OpenAI Model Selection and Integrations
Production teams are shipping with the wrong OpenAI models—wasting budget and hitting latency walls. This 56-minute course cuts through the noise, teaching you exactly which models solve which problems and how to integrate them without the trial-and-error cycle that costs weeks.
AIU.ac Verdict: Essential for engineers and product leads deploying OpenAI APIs into real systems. You’ll gain decision frameworks that immediately reduce integration friction and cost. The course assumes baseline API familiarity; complete beginners may need foundational context first.
What This Course Covers
The course dissects OpenAI’s model landscape—GPT-4, GPT-3.5-turbo, and specialised variants—with clear guidance on capability trade-offs, cost-per-token implications, and latency profiles. You’ll work through real scenarios: when to use turbo for speed, when to invest in GPT-4 for reasoning, and how to handle model deprecation cycles that catch teams off-guard.
Practical integration modules cover API authentication patterns, request optimisation, error handling for production resilience, and cost monitoring strategies. Tim Warner walks through sandbox labs where you’ll test model selection decisions against actual workloads, building the muscle memory to make these calls independently in your own stack.
Who Is This Course For?
Ideal for:
- Backend engineers integrating OpenAI APIs: You’ll learn model selection criteria and integration patterns that eliminate guesswork and reduce deployment cycles.
- Product managers evaluating generative AI features: Understand capability-to-cost ratios and model trade-offs to make informed roadmap decisions without relying on engineering estimates.
- AI/ML engineers optimising LLM workflows: Gain frameworks for model selection at scale, including cost governance and performance benchmarking against production constraints.
May not suit:
- Complete beginners to APIs and LLMs: You’ll benefit more from foundational API and generative AI courses before tackling model-specific integration patterns.

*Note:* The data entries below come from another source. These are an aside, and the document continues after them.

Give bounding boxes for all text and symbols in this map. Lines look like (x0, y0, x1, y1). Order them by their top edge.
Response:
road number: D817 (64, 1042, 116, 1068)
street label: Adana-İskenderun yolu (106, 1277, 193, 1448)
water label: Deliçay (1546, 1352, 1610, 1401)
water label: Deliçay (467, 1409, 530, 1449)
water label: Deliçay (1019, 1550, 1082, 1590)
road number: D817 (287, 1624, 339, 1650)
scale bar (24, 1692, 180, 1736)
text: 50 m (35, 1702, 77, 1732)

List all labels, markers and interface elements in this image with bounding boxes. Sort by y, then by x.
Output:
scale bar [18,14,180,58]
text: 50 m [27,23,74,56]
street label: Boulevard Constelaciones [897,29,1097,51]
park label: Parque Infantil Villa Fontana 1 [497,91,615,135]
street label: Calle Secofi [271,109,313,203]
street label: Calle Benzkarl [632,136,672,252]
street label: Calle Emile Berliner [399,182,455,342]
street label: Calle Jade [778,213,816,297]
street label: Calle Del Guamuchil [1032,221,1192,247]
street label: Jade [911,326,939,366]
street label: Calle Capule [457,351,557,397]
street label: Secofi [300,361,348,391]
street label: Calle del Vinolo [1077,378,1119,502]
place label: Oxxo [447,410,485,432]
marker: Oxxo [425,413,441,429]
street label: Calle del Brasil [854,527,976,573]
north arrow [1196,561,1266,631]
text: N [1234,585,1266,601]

- Researchers focused on model architecture: This is practitioner-focused integration work, not deep-dive model training or fine-tuning methodology.
Frequently Asked Questions
How long does OpenAI Model Selection and Integrations take?
56 minutes of video content. Most engineers complete it in one sitting or across two focused sessions, with hands-on labs adding 30–45 minutes depending on depth.
Do I need an OpenAI API key to take this course?
Pluralsight provides sandboxed labs, so you can follow along without your own key. However, having one lets you experiment beyond the course labs immediately after.
Will this cover fine-tuning or custom models?
No—this focuses on model selection and integration using OpenAI’s existing models. Fine-tuning is a separate, more advanced topic.
Is this course kept current with new OpenAI releases?
Pluralsight updates courses regularly, but OpenAI’s model landscape shifts fast. Use this as your decision-making framework and cross-check the official OpenAI docs for the latest model availability and pricing.
Course by Tim Warner on Pluralsight. Duration: 0h 56m. Last verified by AIU.ac: March 2026.